Eleven down and only 2 more to go!
Unfortunately Mathew does have one more inpatient cycle to do ~ his very last one. The next chemo will be the outpatient CAV treatment and with that, the very last time he will ever receive the Doxorubicin (aka the Red Devil). He will reach his lifetime toxicity of the drug and can never take it again.
This cycle was a tough one for some reason. Mathew needed Lasex each afternoon to rid his body of accumulated fluids. That is the drug that makes you urinate excess water out. This happens over a short period of time and by yesterday I was suggesting Mathew just take a pillow and nap in the bathroom. The trips were so frequent there was not much rest between bathroom runs. This week the drug was administered mid-afternoon thereby assuring a better night’s sleep. Considering the already frequent runs to the bathroom 24 hours a day…well, it sure wears you down after a day or so to say nothing of 5 straight days of it.

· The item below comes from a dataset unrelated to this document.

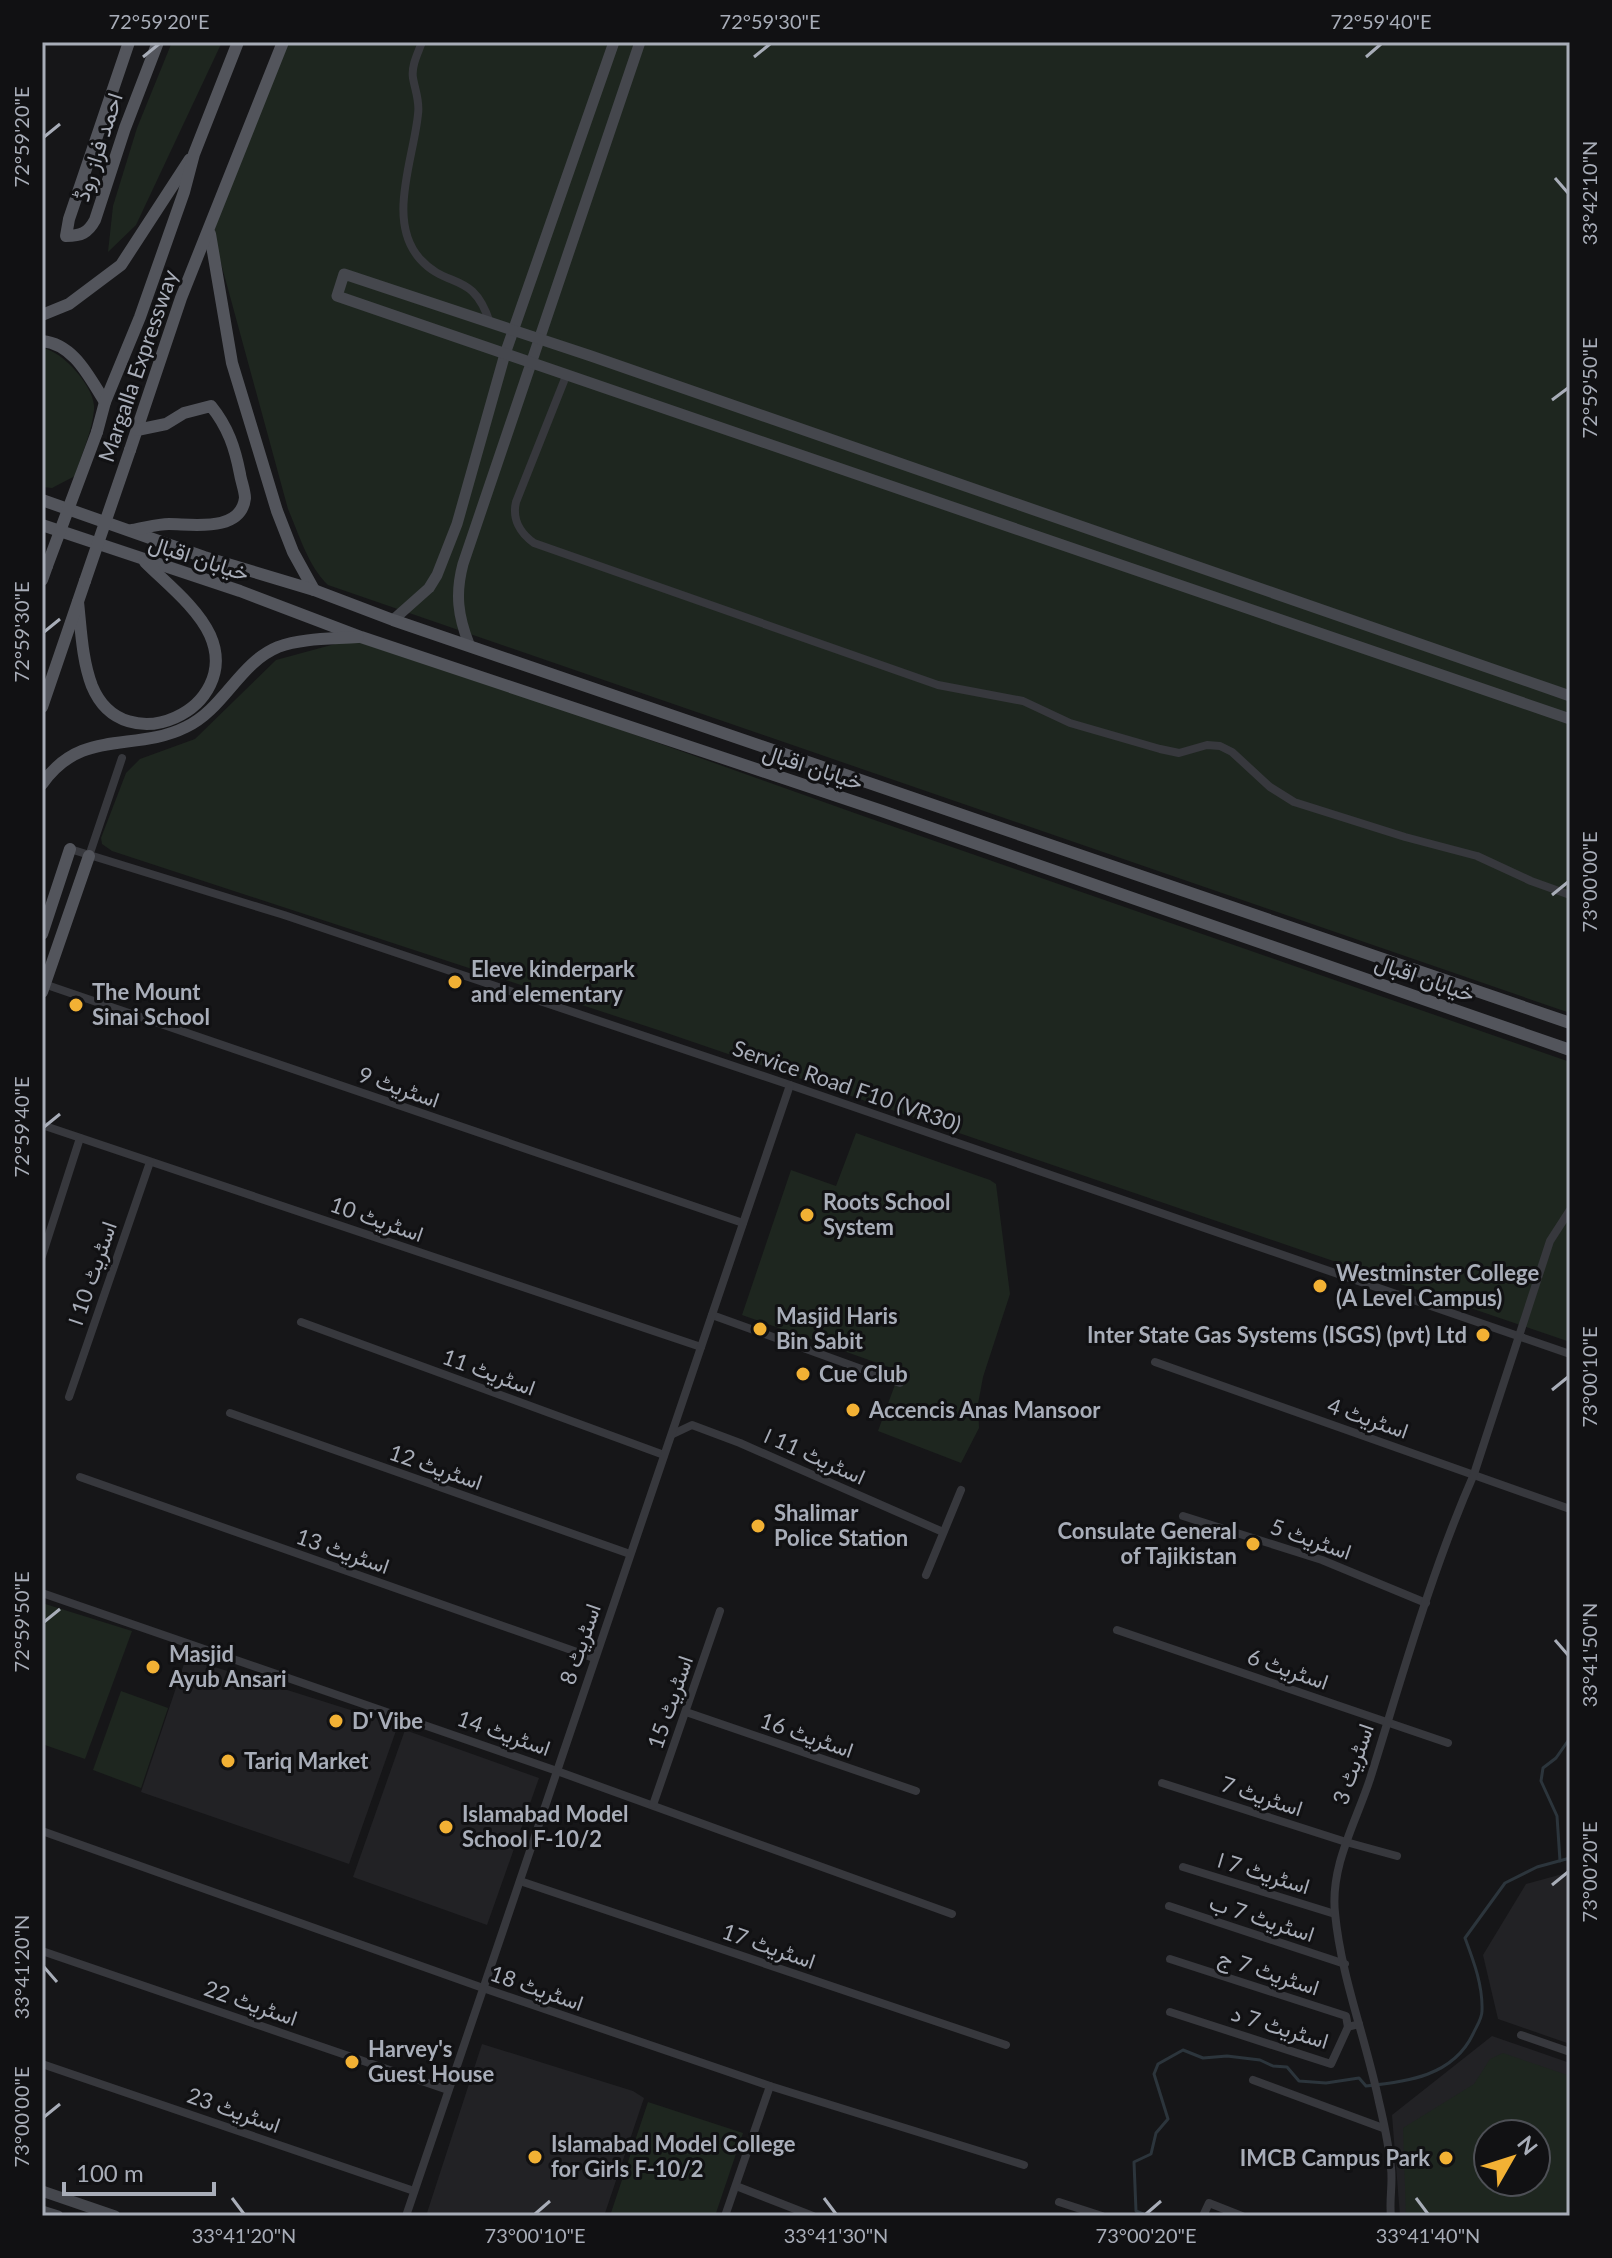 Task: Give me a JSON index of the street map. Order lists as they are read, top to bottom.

This cycle Mathew’s moods swung wildly up and down. By the second day he was affected enough that his sister was advised not to visit. Later in the week one of these episodes got so loud and emotional that the nursing staff was turning its collective attention to Mathew’s room. When I realized this I asked for, and received, an Ativan to help him calm down. Not only does the steroid, Decadron, cause mood swings but so does one of the chemo drugs Ifosphomide. What joy to hear that!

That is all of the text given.